**Given information:**
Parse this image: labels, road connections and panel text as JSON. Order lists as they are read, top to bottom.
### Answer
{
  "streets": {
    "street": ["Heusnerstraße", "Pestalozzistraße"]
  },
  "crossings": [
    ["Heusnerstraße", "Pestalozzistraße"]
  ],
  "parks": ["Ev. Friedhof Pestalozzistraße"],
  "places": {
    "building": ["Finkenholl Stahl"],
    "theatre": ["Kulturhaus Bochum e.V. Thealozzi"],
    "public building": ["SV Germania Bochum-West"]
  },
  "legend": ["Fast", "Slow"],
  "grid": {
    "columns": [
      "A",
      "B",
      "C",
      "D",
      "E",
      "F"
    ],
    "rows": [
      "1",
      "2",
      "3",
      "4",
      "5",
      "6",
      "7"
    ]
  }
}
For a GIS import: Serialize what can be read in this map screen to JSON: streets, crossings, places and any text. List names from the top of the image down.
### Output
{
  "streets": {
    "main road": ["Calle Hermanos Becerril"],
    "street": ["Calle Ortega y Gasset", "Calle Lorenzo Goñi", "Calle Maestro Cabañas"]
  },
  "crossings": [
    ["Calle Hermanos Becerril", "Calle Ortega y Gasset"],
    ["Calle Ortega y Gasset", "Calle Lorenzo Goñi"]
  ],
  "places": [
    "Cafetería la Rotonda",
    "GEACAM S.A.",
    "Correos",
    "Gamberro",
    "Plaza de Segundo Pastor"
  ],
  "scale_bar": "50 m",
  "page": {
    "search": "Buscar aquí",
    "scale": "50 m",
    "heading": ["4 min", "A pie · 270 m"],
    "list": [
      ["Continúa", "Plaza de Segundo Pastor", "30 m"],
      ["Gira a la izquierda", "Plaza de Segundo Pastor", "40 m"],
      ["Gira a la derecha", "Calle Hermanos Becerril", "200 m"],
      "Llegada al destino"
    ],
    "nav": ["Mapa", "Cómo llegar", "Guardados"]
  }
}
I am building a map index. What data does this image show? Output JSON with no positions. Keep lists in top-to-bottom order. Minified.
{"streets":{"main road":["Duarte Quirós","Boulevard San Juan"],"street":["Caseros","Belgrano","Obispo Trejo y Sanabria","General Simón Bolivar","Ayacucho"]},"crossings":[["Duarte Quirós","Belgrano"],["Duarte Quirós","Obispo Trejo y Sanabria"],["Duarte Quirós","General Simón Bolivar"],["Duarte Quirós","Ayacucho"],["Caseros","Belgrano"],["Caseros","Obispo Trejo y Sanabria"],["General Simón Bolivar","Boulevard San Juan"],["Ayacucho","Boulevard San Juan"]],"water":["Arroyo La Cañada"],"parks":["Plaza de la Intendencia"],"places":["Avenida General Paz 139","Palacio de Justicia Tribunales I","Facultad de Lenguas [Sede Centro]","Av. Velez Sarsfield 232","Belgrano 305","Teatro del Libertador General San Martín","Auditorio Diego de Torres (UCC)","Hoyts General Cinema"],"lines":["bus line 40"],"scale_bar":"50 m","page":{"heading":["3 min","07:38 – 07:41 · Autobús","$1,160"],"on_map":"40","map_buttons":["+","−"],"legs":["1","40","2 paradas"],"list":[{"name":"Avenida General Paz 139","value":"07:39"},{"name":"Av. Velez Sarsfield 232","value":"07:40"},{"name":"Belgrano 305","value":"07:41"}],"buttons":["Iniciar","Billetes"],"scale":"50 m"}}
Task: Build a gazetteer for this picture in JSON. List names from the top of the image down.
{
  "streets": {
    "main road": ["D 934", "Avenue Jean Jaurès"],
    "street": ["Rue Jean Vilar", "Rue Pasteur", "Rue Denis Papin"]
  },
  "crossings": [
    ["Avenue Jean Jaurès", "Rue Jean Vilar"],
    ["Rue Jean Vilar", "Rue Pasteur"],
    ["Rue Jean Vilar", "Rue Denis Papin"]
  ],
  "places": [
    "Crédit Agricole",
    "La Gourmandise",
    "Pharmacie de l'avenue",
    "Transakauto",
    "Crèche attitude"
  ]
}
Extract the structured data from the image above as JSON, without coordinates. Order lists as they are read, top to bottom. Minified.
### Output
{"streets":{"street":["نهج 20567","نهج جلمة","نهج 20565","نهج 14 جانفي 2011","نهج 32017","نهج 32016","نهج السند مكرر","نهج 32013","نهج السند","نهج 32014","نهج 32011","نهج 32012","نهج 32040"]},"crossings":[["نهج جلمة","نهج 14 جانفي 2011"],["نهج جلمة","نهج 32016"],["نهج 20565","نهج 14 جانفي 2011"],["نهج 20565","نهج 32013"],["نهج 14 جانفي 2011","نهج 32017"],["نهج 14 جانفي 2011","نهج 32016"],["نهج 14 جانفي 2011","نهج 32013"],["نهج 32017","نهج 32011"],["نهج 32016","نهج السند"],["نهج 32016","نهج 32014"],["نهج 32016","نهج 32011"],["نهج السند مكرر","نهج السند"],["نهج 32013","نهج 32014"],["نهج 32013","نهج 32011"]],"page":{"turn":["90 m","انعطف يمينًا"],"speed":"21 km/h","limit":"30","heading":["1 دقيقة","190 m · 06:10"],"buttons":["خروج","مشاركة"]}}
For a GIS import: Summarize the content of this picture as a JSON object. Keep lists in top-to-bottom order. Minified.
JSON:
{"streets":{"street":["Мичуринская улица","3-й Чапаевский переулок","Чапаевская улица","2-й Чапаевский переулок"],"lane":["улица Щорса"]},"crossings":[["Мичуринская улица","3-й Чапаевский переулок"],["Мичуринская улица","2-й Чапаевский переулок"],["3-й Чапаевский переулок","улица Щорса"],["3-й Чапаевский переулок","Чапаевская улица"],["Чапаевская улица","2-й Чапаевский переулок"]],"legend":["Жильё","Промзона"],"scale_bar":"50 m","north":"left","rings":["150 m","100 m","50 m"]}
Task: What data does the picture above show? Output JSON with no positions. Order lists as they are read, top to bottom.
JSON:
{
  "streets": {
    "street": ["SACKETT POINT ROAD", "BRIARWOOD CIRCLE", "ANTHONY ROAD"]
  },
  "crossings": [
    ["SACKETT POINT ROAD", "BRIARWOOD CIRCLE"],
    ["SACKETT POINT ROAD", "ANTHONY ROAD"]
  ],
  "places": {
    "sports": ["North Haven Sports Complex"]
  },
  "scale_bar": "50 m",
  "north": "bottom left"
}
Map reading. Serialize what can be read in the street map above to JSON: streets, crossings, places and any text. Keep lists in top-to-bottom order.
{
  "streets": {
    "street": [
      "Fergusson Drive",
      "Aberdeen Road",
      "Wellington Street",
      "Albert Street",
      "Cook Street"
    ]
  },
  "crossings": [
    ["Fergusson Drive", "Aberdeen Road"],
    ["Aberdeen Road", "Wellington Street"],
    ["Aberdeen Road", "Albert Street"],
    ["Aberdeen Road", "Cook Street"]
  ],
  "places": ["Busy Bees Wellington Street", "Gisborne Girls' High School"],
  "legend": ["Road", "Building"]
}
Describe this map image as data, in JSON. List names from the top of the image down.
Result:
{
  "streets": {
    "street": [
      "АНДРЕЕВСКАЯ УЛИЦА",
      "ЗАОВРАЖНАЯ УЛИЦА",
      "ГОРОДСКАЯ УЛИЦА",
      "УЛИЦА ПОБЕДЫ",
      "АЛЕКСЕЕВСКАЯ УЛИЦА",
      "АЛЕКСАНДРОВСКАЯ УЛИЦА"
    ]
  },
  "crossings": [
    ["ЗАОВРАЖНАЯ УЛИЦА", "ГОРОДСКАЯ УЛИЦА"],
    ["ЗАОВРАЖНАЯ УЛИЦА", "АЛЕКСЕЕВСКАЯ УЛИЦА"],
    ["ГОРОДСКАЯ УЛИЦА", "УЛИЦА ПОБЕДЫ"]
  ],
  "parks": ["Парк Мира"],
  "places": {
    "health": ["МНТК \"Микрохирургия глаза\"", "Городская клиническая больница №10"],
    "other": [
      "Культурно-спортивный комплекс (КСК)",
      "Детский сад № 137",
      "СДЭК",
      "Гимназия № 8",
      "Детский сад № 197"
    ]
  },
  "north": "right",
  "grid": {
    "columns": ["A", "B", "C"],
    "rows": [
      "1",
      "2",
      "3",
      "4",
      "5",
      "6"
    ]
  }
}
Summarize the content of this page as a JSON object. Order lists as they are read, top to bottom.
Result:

**Exercise requirements:** The required output is every line above that contains the string "object".

**Answer section:**
For a GIS import: Summarize the content of this picture as a JSON object. Keep lists in top-to-bottom order. Minified.
Summarize the content of this page as a JSON object. Order lists as they are read, top to bottom.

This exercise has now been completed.